Wednesday, April 14, 2010

8th Grade Science Exit Project


Exit Project Guidelines
Your 8th Grade Science Exit Project will be the culminating project of the year. You will be responsible for:
- Doing the research
- Formulating a Hypothesis
- Engaging in real Scientific Inquiry by conducting a practical investigation
- Making and recording relevant observations (use your 5 senses)
- Analyzing the data
- Making a conclusion based on observations and research

You will have 3 major parts of the project that you will be graded on:
1. Written Report
2. Visual Presentation (PowerPoint, Tri-board, Digital Documentary, Blog, Website)
3. Oral Presentation

Please look at the Rubric/checklist that will be used to grade your project so you are clear on what is expected of you. The Rubric and checklist were provided in class.You should try to incorporate the use of Technology in your project. Some ways you can use technology in your project are:
- Internet research
- Excel to create graphs of your data
- Inspiration to create a diagram or outline
- PowerPoint, Movie Maker to create your visual presentation
- Creating a Blog or a website for your visual presentation
- Digital cameras to take pictures or videos of observations
- Creating podcasts to record your observations


Deadlines

At this point in the school year we have completed several steps toward completing our exit project. We chose a topic, designed an experiment, conducted the experiment, explored and evaluated our results, and made conclusions. The final step in this process is to complete a visual representation of our research and share our data in the form of a presentation.

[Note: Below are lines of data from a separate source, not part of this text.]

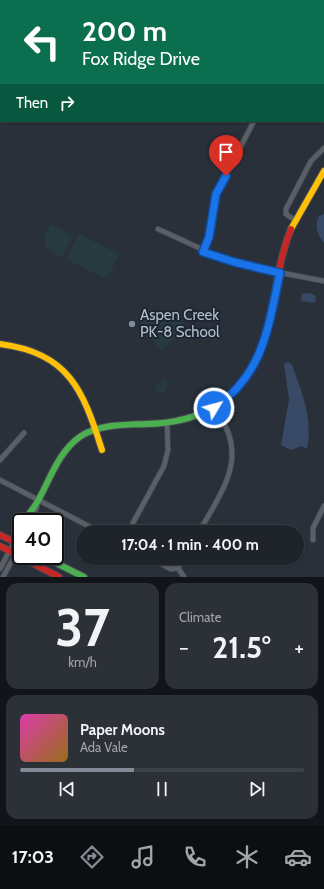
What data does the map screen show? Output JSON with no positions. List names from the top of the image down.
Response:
{
  "places": ["Aspen Creek PK-8 School"],
  "page": {
    "turn": ["200 m", "Fox Ridge Drive"],
    "then": "Then",
    "limit": "40",
    "trip": "17:04 · 1 min · 400 m",
    "tile": [
      ["37", "km/h"],
      "Climate"
    ],
    "heat": ["−", "21.5°", "+"],
    "song": ["Paper Moons", "Ada Vale"],
    "tabs": "17:03"
  }
}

May 12th- Entire project is due at this time. Revisions will be allowed after the project has been reviewed by the teacher ONLY to improve the presentation.

May 12th- Presentations begin in class. Each student or pair must present their project.

Monday, March 16, 2009

Scientific Method

Your Project should include the Scientific Method. You should use this Method when you are doing your experiments. Please include these steps in your Written Report and your Visual Presentation.
Problem: Question you want to answer.
Clear and Informed Hypothesis: What you think the answer to the problem is.
Materials: What you used to answer problem (supplies, etc).
Procedure: Steps you take to answer the problem (Step by step directions, Variables, controls).
Results: Answer the problem, reported in an organized manner, charts, graphs, and diagrams.
Conclusion:WHY you got the results you did, NOT if your hypothesis was correct, it may support NOT prove, NOT your results in sentence form (explain).
Sources: You must include at least exact and reliable sources (sources need to be the exact web address, Exact book title AND author).

Independent makes the change, dependent is what gets changed
Example: If you are observing how the amount of sunlight affects plant growth. The dependent variable is the plants growth, which is dependent of the independent variable, and the independent variable is the amount of sunlight.